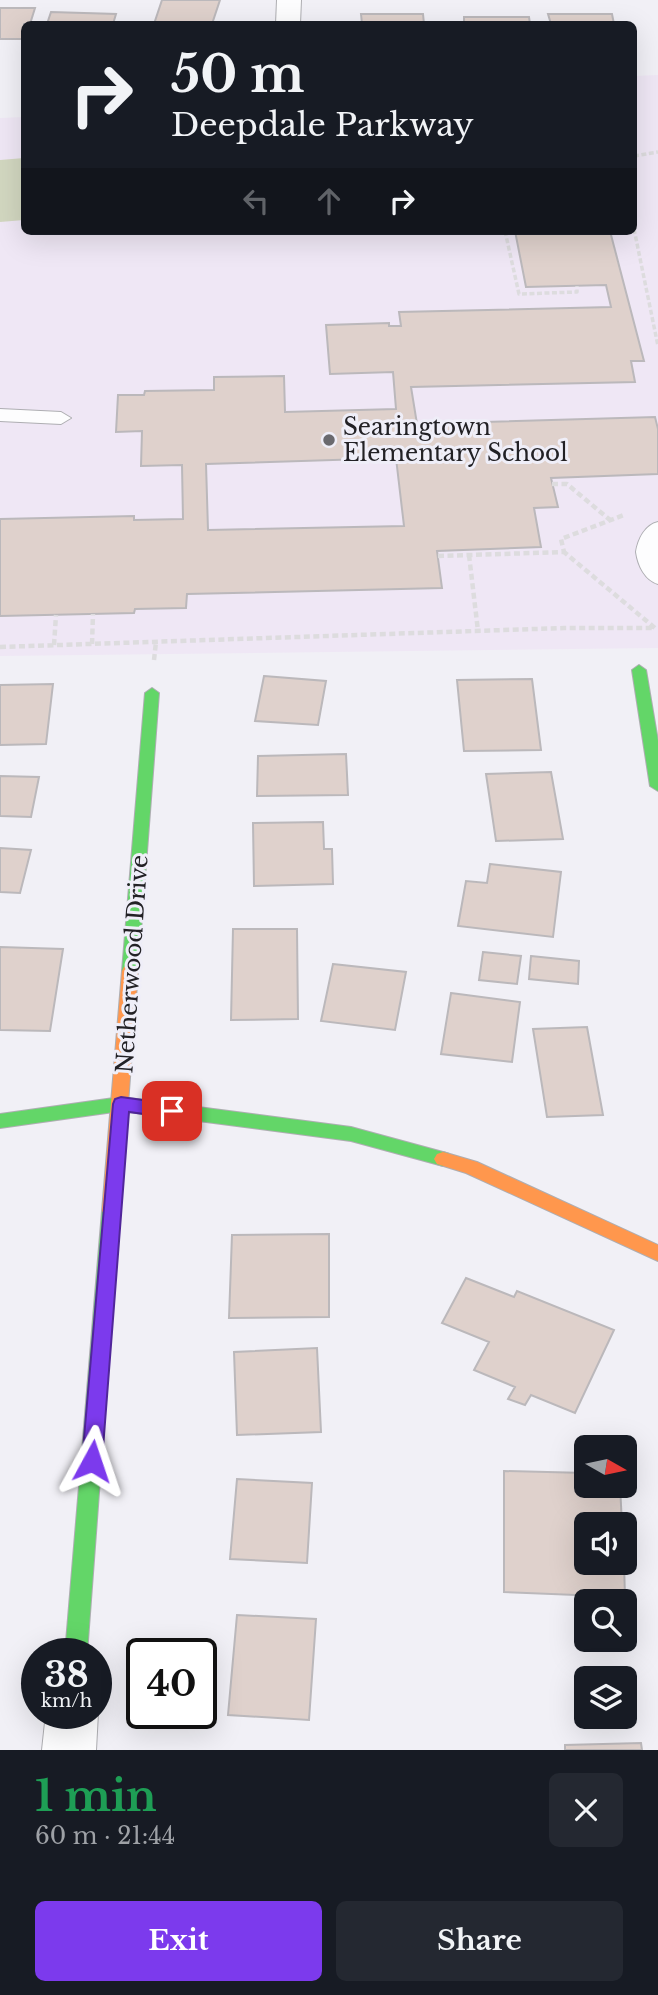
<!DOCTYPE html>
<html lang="en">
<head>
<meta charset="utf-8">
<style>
	body { margin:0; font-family:"Libre Baskerville",serif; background:#242831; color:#f1f3f6; height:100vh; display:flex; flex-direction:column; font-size:26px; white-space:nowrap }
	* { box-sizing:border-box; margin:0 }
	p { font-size:23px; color:#9ea1a6 }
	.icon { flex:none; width:38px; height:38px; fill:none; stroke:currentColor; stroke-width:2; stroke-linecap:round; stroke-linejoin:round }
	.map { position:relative; height:1750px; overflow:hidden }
	.details { display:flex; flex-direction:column; background:#171b24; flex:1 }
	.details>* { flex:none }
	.top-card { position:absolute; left:21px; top:21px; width:616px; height:214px; border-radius:10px; box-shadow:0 7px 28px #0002; background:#171b24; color:#f1f3f6; overflow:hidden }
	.needle { width:46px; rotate:99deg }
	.controls { position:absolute; left:574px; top:1435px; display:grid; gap:14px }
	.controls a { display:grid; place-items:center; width:63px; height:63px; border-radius:10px; background:#171b24; box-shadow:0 7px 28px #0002; font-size:35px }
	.speed { position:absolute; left:21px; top:1638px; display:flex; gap:14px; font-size:35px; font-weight:700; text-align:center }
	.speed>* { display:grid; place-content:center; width:91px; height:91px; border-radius:50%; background:#171b24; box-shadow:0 7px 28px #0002; line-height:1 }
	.speed small { font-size:18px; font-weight:400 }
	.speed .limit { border:4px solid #111; border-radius:10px; background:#fff; color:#111 }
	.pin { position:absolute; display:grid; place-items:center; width:60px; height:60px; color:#fff; margin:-30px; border-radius:14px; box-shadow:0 4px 10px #0006 }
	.me { position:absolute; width:77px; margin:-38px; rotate:5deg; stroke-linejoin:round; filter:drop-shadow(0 0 5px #0008) }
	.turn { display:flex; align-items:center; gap:24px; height:147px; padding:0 35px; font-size:32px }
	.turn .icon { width:91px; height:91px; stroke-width:2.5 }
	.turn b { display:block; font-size:49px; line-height:60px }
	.lanes { display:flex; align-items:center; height:66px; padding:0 35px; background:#0003; justify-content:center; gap:35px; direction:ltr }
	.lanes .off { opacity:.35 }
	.round { display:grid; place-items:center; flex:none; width:74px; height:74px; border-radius:10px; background:#242831 }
	.overview { display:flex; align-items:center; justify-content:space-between; height:119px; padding:0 35px }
	h1 { font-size:42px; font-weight:700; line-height:52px; color:#1e9e55 }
	.primary-button { display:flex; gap:14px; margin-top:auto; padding:14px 35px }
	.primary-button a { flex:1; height:80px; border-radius:10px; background:#7c3aed; color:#fff; font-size:28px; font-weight:700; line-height:80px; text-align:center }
	.primary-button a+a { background:#242831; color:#f1f3f6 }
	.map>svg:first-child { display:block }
	.education { fill:#efe7f5 }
	.green { fill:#d2d7c0 }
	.building { fill:#dfd1cc; stroke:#bbb8bb; stroke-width:2; fill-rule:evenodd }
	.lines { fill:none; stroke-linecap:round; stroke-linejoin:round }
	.lane-casing { stroke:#aeaeb2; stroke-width:2 }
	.street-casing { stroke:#aeaeb2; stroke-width:2 }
	.fast-casing { stroke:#aeaeb2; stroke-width:2 }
	.slow-casing { stroke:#aeaeb2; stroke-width:2 }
	.path-far1 { stroke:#dddcde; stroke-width:3.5; stroke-dasharray:5 2.5; stroke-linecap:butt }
	.path { stroke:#dddcde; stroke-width:4.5; stroke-dasharray:6 3.5; stroke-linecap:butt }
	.lane { fill:#fdfdfe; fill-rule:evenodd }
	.street { fill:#fdfdfe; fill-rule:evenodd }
	.fast { fill:#63d668; fill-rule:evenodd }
	.slow { fill:#ff974d; fill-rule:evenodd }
	.route { fill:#7c3aed; stroke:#51269a; stroke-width:2 }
	.poi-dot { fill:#6a696e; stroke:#efeef8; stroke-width:2.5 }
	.labels { text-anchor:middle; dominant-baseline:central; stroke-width:6; stroke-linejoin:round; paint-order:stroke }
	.poi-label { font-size:23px; fill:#222125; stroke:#efeef8; text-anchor:start }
	.street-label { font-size:23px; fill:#222125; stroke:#efeef8 }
</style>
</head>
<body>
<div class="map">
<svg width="658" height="1750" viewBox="0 0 658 1750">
	<rect width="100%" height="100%" fill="#f1f0f6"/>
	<!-- education -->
	<path class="education" d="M658,75v573l-658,8v-538l24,-1v114h610v-155z"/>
	<!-- green -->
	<path class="green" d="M24,158v62l-24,2v-62z"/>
	<!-- building -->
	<path class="building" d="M162,0h58l-8,24h-58z
		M0,8h35l-5,16h-6v15h-24z
		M51,12l65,2 -3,10h-66z
		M361,14h62l1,10h-62z
		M548,14h64l2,10h-63z
		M464,17h65l1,7h-66z
		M515,231h95l34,130h-13l4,21 -224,5 6,37 238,-7 3,12v45l-107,4 7,29 -24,1 7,39 -104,4 5,37 -255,6 -1,14 -51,1 -1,4 -134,3v-97l134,-3v4l49,-1 -1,-54 -41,1 1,-35 -26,1 2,-37h26l1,-4 69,-1v-13l70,-1 1,36 111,-3 -3,-37 -63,2 -4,-49 63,-2v3h12l-2,-14 212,-5 -5,-22 -80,2zM396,458l8,68 -196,4 -2,-66z
		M264,676l62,5 -8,44 -63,-4z
		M532,679l9,71 -77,1 -7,-71z
		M53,684l-7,60 -46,1v-60z
		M346,754l2,41 -91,1 1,-40z
		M551,772l12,67 -67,2 -10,-67z
		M0,776l39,1 -8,40 -31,-1z
		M323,822l1,27h8l1,35 -79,2 -1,-63z
		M0,848l31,2 -11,43 -20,-1z
		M490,864l71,8 -8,65 -95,-11 8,-45 21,2z
		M233,929h64l1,90 -67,1z
		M0,947l63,2 -13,82 -50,-1z
		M483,952l38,4 -4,28 -38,-4z
		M531,956l48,5 -1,23 -49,-5z
		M333,964l73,8 -11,58 -74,-9z
		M451,993l69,9 -8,60 -71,-8z
		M587,1027l16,88 -56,2 -14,-88z
		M329,1234v83l-100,1 3,-83z
		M466,1278l48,19 3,-6 97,39 -39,83 -44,-18 -6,10 -17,-6 7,-12 -41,-17 15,-28 -47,-19z
		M317,1348l4,84 -84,3 -3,-83z
		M504,1471l82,2v13h34l2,38h-36v39h38l1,34 -121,-5z
		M237,1479l75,4 -5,80 -77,-4z
		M237,1615l79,4 -7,101 -81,-5z
		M641,1743l1,7h-77v-5z"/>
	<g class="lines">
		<defs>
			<path id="lane" d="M0,409l61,3 10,6 -10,6 -61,-3z
				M658,522v62c-13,-4 -20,-18 -22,-32 2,-13 9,-27 22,-30z"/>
			<path id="street" d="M277,0h24l-1,24h-24z
				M96,1708l2,5 -2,37h-54l4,-37h50z"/>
			<path id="fast" d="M639,665l7,5 12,71v50l-8,-5 -18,-116z
				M152,688l7,5 -21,278 -2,4h-12l-2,-4 23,-278z
				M121,1097l230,30 92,25 6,2 3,5 -3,5 -6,2 -92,-25 -230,-30 -121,17v-14z
				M111,1204l6,2 3,5 -33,443h-22l37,-443 3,-5z"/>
			<path id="slow" d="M130,965l6,2 2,4 -18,240 -3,5 -6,2 -6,-2 -3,-5 20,-240 2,-4z
				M443,1152l34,10 181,83v16l-192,-88 -29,-9 -3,-5 3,-5z"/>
		</defs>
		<!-- lane casing -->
		<use href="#lane" class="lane-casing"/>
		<!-- street casing -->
		<use href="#street" class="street-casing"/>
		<!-- fast casing -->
		<use href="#fast" class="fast-casing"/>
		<!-- slow casing -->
		<use href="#slow" class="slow-casing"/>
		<!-- path-far1 -->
		<path class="path-far1" d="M634,156l24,-4
			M634,229l24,117
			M505,231l14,63 58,-2v-6"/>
		<!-- path -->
		<path class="path" d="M552,484h15l43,36
			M469,555l9,76
			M438,556l126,-4 -3,-13 63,-24
			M92,644l1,-30
			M54,645l2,-30
			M0,647l564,-19h91l-91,-76
			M154,660l2,-18"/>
		<!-- lane -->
		<use href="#lane" class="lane"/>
		<!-- street -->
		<use href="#street" class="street"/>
		<!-- fast -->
		<use href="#fast" class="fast"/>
		<!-- slow -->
		<use href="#slow" class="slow"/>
	</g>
	<!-- route -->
	<path class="route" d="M121,1097l51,7 7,2 2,5 -2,5 -7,2 -43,-6 -27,349 -3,7 -7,2 -7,-2 -3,-7 31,-357 2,-5z"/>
	<!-- markers -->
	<circle class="poi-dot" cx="329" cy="440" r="7"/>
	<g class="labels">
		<!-- poi labels -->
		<g class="poi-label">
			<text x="343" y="427">Searingtown<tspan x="343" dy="26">Elementary School</tspan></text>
		</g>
		<!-- street labels -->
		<g class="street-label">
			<text transform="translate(132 964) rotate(-86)">Netherwood Drive</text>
		</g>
	</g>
</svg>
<div class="controls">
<a><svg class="needle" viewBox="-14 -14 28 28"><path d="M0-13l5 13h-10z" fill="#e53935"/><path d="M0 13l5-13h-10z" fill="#9ea1a6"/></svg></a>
<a><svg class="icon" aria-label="sound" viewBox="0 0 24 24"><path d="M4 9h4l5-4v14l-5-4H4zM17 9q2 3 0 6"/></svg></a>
<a><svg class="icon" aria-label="search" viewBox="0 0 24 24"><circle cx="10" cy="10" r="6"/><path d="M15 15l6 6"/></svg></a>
<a><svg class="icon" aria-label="layers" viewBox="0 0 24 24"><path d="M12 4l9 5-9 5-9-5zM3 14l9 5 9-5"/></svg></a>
</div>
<div class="speed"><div>38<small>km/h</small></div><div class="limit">40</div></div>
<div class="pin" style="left:172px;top:1111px;background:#d93025"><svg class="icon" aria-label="arrive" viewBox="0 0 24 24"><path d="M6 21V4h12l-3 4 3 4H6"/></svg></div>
<svg class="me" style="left:92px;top:1461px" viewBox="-20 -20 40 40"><path d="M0-17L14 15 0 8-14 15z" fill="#7c3aed" stroke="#fff" stroke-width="4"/></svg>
<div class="top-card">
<div class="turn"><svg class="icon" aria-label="right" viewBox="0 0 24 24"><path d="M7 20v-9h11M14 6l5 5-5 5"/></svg><div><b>50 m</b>Deepdale Parkway</div></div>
<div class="lanes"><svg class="icon off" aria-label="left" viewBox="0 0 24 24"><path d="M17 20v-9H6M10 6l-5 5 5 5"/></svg><svg class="icon off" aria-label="ahead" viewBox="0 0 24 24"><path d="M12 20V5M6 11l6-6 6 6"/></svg><svg class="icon" aria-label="right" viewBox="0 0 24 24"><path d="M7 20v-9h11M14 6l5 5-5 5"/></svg></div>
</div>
</div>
<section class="details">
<div class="overview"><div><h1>1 min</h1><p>60 m · 21:44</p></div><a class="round"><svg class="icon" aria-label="close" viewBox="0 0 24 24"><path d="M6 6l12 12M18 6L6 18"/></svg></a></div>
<div class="primary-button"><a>Exit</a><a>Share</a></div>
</section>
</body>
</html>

-----

* **YOUR TASK**
Please state how many lines of the listing above hold "shadow", giving the number and nothing else.

* **RESPONSE BOX**
5